Langeais

André Dauchez a fait quelques infidélités à la Bretagne, sa terre de prédilection. Langeais en est une, furtive rencontre de sa jeunesse ; l’artiste y réalisa deux eaux-fortes, et sûrement plusieurs dessins.
Les bords de Loire avaient séduit Maurice et Marie Le Liepvre, parents de Marie-Thérèse, qu’André Dauchez a épousée en 1898 ; ils y avaient acheté une propriété à Langeais, à une vingtaine de kilomètres à l’ouest de Tours, et les Dauchez y séjournèrent régulièrement.

Les Dauchez venaient à Langeais chaque année, à Pâques, puis en septembre ou octobre, après les mois d’été passés en Bretagne : un vieil album en témoigne, photos jaunies et passées par le temps…

Guillaume, fils d’André et Marie-Thérèse, évoque quelques souvenirs de cette maison de Langeais :
« Elle était située sur la rive droite à une centaine de mètres environ en amont du pont. La route le long de la Loire étant surélevée en raison des crues, le jardin derrière la maison se trouvait en contrebas d’un étage par rapport au rez-de-chaussée dont le sous-sol était occupé par l’écurie, la cave et les ateliers de jardinage. Le jardin était bordé au nord par le talus du chemin de fer au pied duquel une maisonnette servait de logis à mon arrière-grand-mère, Madame Liégeard.
Le couloir de l’entrée principale séparait le rez-de-chaussée en deux parties. La salle à manger et la cuisine étaient à gauche, c’est-à-dire à l’ouest puisque la maison faisait face au midi, tandis qu’à droite, c’est-à-dire dans la partie est de la maison se trouvaient les chambres et le salon. On retrouve là une disposition assez générale dans les anciennes maisons de campagne, probablement parce que, avant l’éclairage électrique, on voulait profiter du soleil levant pour se lever et du couchant pour souper et veiller le soir. »

Langeais, dessin

Il n’y avait pas la mer, c’était la Loire, il n’y avait pas les dunes, c’étaient les côteaux de Touraine, mais il y avait les « vieilles pierres » d’une vieille bourgade, et c’est ce qui a inspiré l’artiste.
André Dauchez s’intéresse aux maisons de Langeais comme il s’est intéressé aux maisons du pays bigouden : il décrit consciencieusement les murets, les pignons, les toits, les cheminées d’un habitat resserré sur les bords du fleuve. Quelques arbres longent la levée de la Loire. Dauchez graveur manie la pointe sèche et souligne le jeu des ombres et de la lumière, le soleil qui illumine Langeais.

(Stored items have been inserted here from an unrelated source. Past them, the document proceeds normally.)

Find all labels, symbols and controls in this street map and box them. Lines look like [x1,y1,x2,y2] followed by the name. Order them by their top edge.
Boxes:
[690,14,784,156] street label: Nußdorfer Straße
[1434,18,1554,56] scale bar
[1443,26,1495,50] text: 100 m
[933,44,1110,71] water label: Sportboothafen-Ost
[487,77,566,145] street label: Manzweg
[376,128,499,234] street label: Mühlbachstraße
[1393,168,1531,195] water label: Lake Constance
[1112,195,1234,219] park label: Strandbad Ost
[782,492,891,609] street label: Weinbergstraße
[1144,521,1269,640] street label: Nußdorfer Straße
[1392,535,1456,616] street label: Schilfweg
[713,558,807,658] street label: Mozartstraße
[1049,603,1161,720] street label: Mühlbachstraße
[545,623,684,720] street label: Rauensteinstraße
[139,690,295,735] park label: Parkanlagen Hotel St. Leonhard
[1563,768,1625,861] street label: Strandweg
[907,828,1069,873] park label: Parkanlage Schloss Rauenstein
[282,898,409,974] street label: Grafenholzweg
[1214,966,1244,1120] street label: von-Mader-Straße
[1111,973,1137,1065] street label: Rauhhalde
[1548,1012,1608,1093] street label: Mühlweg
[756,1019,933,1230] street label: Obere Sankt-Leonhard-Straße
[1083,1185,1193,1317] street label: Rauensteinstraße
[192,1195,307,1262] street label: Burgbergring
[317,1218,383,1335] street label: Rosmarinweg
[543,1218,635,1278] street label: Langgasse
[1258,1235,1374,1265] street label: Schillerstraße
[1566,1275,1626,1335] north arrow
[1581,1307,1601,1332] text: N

Vieilles maisons à Langeais, 1912, eau-forte

En observant plus précisément cette eau-forte, nous distinguons, dans le coin supérieur droit, le pont qui traverse la Loire. Ce pont suspendu fut construit entre 1846 et 1849, puis endommagé par un orage en 1859, volontairement détruit en 1870 pour empêcher le franchissement de la Loire par les troupes prussiennes, et à chaque fois relevé. C’est ce pont, reconstruit entre 1872 et 1874, qu’a connu André Dauchez. D’autres mésaventures l’affecteront par la suite et modifieront encore son aspect.

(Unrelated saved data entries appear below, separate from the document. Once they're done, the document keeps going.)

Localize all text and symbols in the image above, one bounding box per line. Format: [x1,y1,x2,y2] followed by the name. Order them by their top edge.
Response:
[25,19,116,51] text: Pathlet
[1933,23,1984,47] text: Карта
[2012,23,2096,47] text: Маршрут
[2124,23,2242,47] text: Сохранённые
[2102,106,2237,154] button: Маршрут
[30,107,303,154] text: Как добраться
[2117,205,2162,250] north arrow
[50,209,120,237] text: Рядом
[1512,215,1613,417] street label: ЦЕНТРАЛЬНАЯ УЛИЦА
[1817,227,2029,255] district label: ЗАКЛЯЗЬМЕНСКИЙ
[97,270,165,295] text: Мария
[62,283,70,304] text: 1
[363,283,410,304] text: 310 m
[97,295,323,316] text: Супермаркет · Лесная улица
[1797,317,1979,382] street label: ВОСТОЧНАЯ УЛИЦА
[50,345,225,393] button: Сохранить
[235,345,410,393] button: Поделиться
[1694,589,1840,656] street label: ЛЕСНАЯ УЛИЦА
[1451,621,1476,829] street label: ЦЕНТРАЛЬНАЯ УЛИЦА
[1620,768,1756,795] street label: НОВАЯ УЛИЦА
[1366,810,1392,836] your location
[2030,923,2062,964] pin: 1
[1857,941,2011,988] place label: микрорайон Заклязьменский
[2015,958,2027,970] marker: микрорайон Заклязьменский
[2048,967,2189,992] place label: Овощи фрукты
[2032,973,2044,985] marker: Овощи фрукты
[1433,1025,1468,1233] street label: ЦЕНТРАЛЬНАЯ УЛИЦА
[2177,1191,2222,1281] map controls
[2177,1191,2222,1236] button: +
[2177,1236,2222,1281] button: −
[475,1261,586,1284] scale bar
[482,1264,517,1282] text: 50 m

Le pont de Langeais, carte postale ancienne

La seconde eau-forte est très différente, une vue des côteaux surplombant la ville. Sur ces côteaux, un arbre attire d’abord l’attention, parmi les pieds de vigne. Nous repérons ensuite, au second plan, et au centre de la gravure, le château de Langeais, fidèlement représenté : les tours et tourelles, les fenêtres, les cheminées sont conformes aux vues que l’on connaît aujourd’hui. L’édifice date du XVe siècle, il a accueilli en 1491 le mariage royal de Charles VIII, roi de France, et de la duchesse Anne de Bretagne.

Langeais, 1912, eau-forte
Vue générale du château (site chateau-de-langeais.com)

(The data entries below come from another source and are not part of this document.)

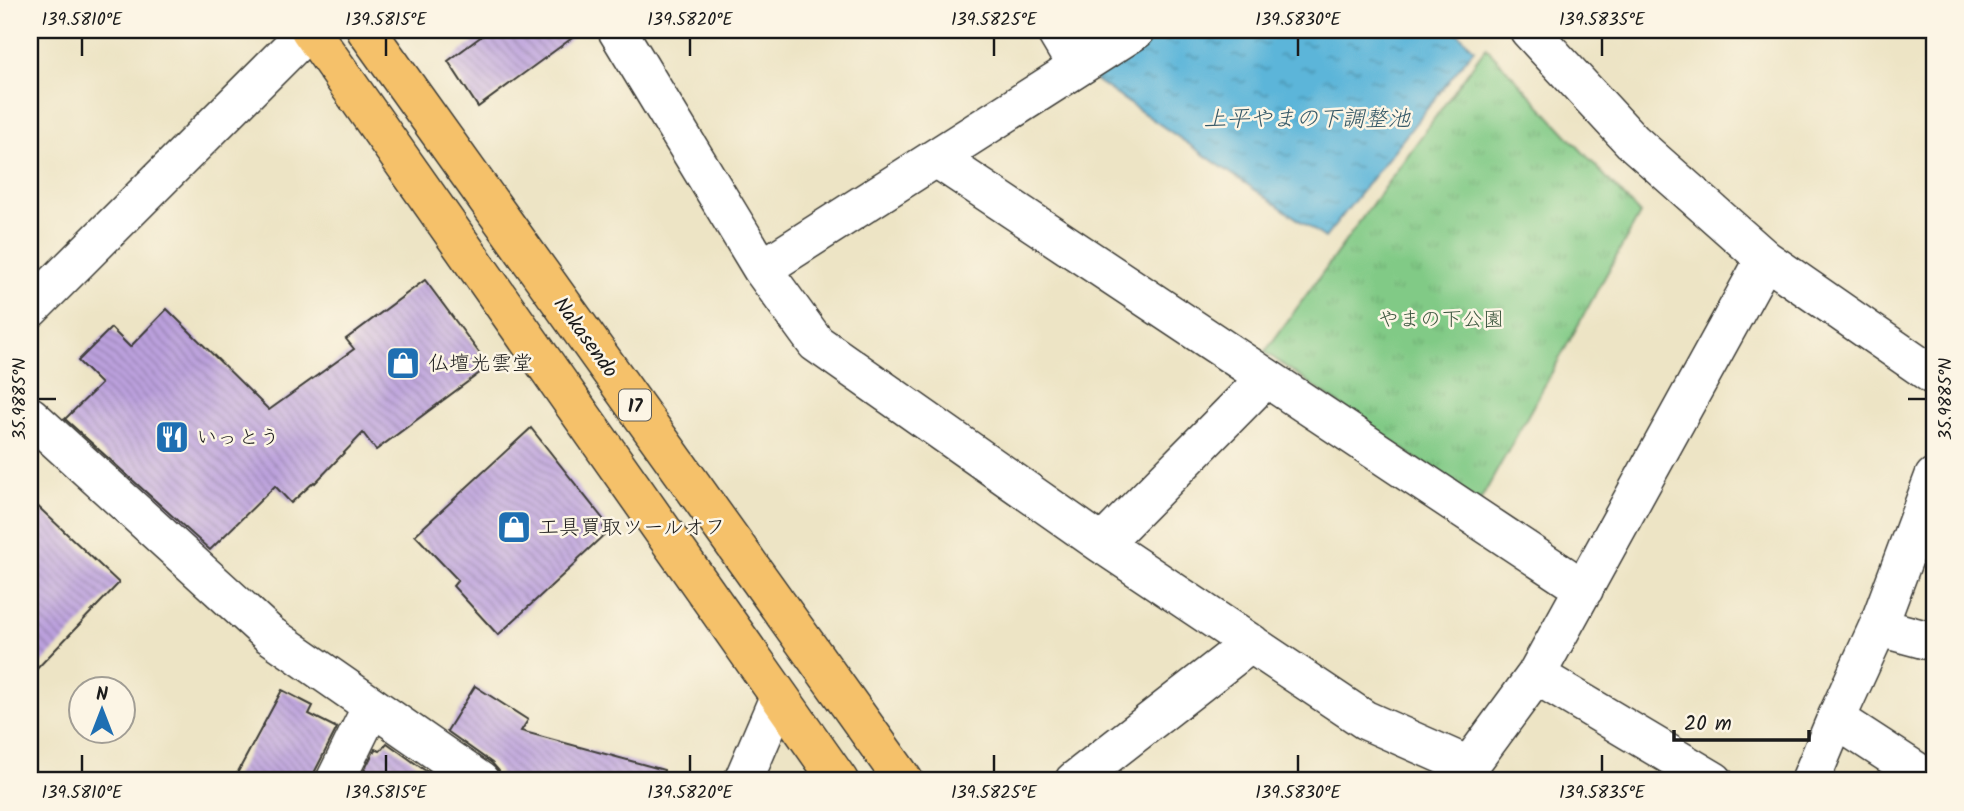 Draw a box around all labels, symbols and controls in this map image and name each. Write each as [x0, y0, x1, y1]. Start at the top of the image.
text: 139.5810°E [42, 6, 123, 35]
text: 139.5815°E [345, 6, 427, 35]
text: 139.5820°E [647, 6, 733, 35]
text: 139.5825°E [951, 6, 1038, 35]
text: 139.5830°E [1255, 6, 1341, 35]
text: 139.5835°E [1559, 6, 1645, 35]
water label: 上平やまの下調整池 [1204, 102, 1412, 138]
street label: Nakasendo [544, 290, 626, 385]
park label: やまの下公園 [1378, 304, 1504, 337]
shop icon: 仏壇光雲堂 [384, 344, 422, 382]
place label: 仏壇光雲堂 [428, 348, 533, 381]
text: 35.9885°N [6, 358, 35, 440]
text: 35.9885°N [1932, 358, 1961, 440]
road number: 17 [619, 390, 651, 420]
restaurant icon: いっとう [153, 418, 191, 456]
place label: いっとう [196, 422, 280, 455]
shop icon: 工具買取ツールオフ [495, 508, 533, 546]
place label: 工具買取ツールオフ [538, 512, 726, 545]
north arrow [66, 674, 136, 744]
text: N [96, 680, 108, 710]
scale bar [1674, 699, 1808, 743]
text: 20 m [1684, 708, 1732, 741]
text: 139.5810°E [42, 779, 123, 808]
text: 139.5815°E [345, 779, 427, 808]
text: 139.5820°E [647, 779, 733, 808]
text: 139.5825°E [951, 779, 1038, 808]
text: 139.5830°E [1255, 779, 1341, 808]
text: 139.5835°E [1559, 779, 1645, 808]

Immédiatement à droite du château, le pont suspendu sur la Loire, précédemment évoqué. Puis le « donjon de Foulques Nerra », vestige du précédent château (Xe siècle), et encore l’église Saint Jean-Baptiste (XIe siècle, plusieurs fois remaniée par la suite).

En avril 1908, alors qu’ils font un voyage en Algérie, les Dauchez envoient des cartes postales à leurs enfants, confiés à la grand-mère Le Liepvre à Langeais :

Marie Le Liepvre se décide alors à vendre cette propriété, trop éloignée de Paris et de ses fils. Elle la remplace par une maison sur les bords de Seine, à Sainte-Assise, en Seine-et-Marne.